Exercise directions: Scan the entries line by line and return those with "data".

*** Supplied information ***

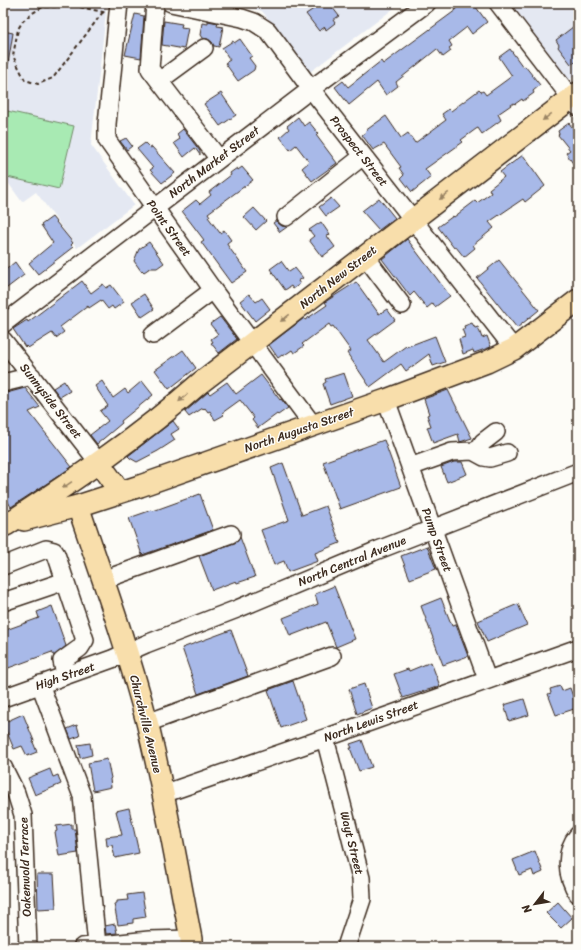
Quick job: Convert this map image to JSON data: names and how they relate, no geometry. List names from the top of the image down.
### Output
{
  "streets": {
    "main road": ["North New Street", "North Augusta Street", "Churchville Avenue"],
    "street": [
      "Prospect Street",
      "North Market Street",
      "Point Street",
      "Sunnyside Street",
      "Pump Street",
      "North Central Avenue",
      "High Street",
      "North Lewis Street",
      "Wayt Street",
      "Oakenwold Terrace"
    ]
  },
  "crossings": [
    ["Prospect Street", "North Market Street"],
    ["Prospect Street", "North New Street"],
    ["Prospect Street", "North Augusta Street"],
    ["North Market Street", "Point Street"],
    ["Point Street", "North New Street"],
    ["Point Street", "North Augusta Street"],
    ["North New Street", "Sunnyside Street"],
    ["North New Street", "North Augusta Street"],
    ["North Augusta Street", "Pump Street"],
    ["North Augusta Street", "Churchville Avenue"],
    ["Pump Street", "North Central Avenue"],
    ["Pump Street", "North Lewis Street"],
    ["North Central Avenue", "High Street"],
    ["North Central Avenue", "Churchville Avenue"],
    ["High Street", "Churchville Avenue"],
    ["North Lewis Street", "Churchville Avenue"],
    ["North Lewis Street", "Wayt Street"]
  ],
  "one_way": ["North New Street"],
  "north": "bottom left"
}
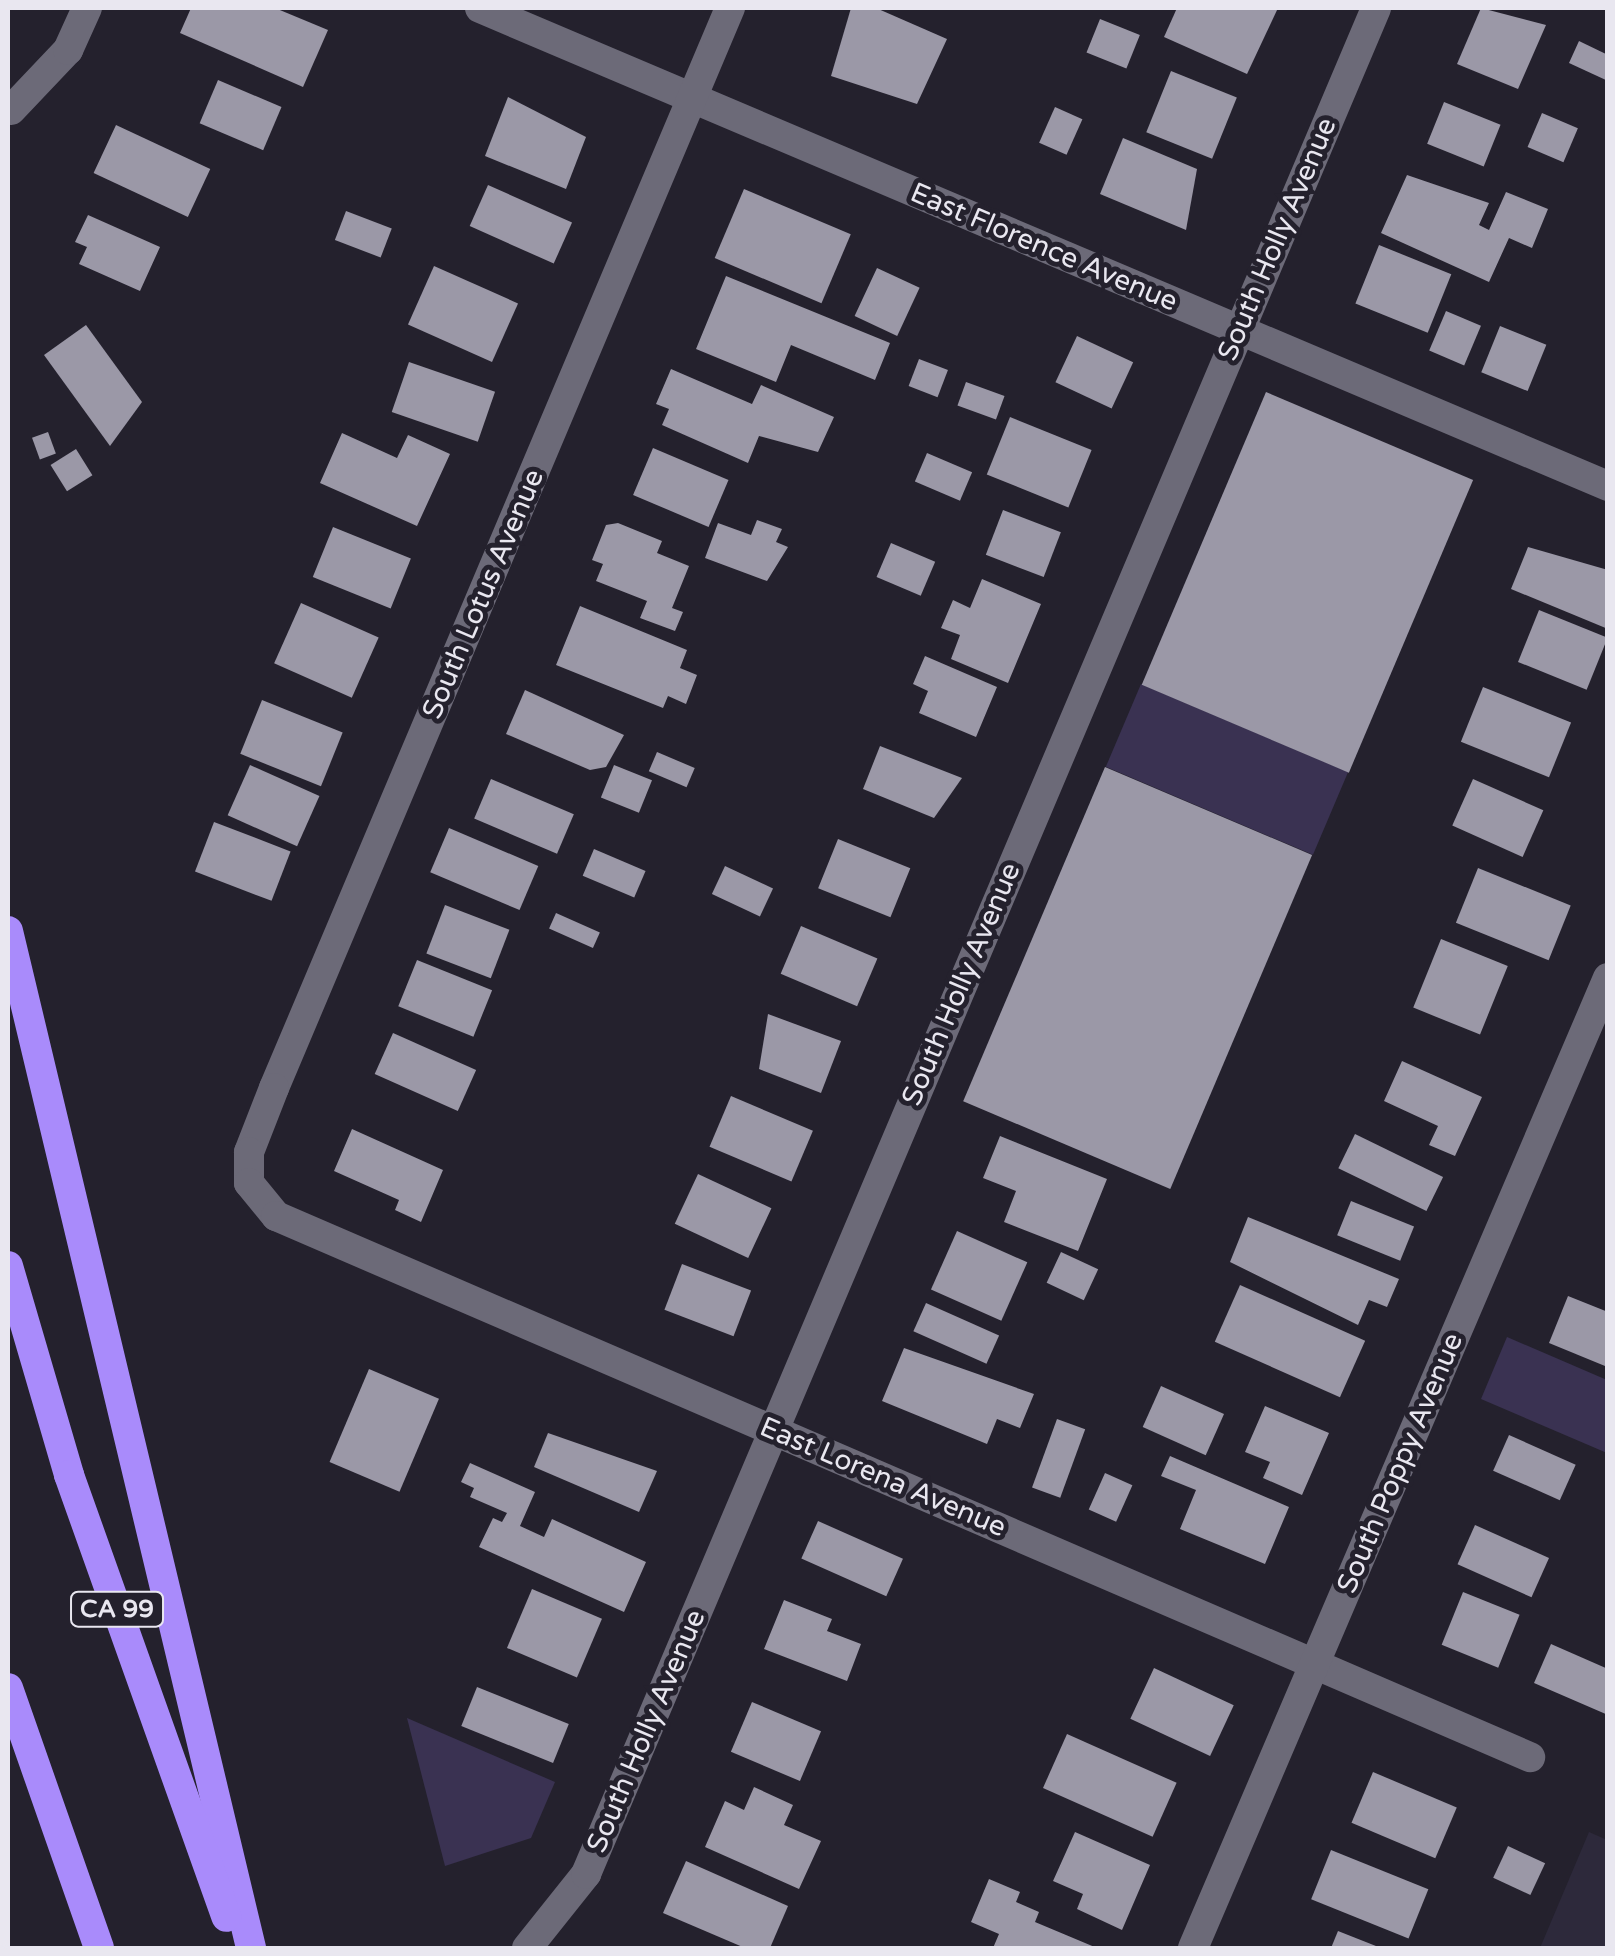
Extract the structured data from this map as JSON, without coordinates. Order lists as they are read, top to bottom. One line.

*** End of Supplied information ***

Exercise response:
Quick job: Convert this map image to JSON data: names and how they relate, no geometry. List names from the top of the image down.
Extract the structured data from this map as JSON, without coordinates. Order lists as they are read, top to bottom. One line.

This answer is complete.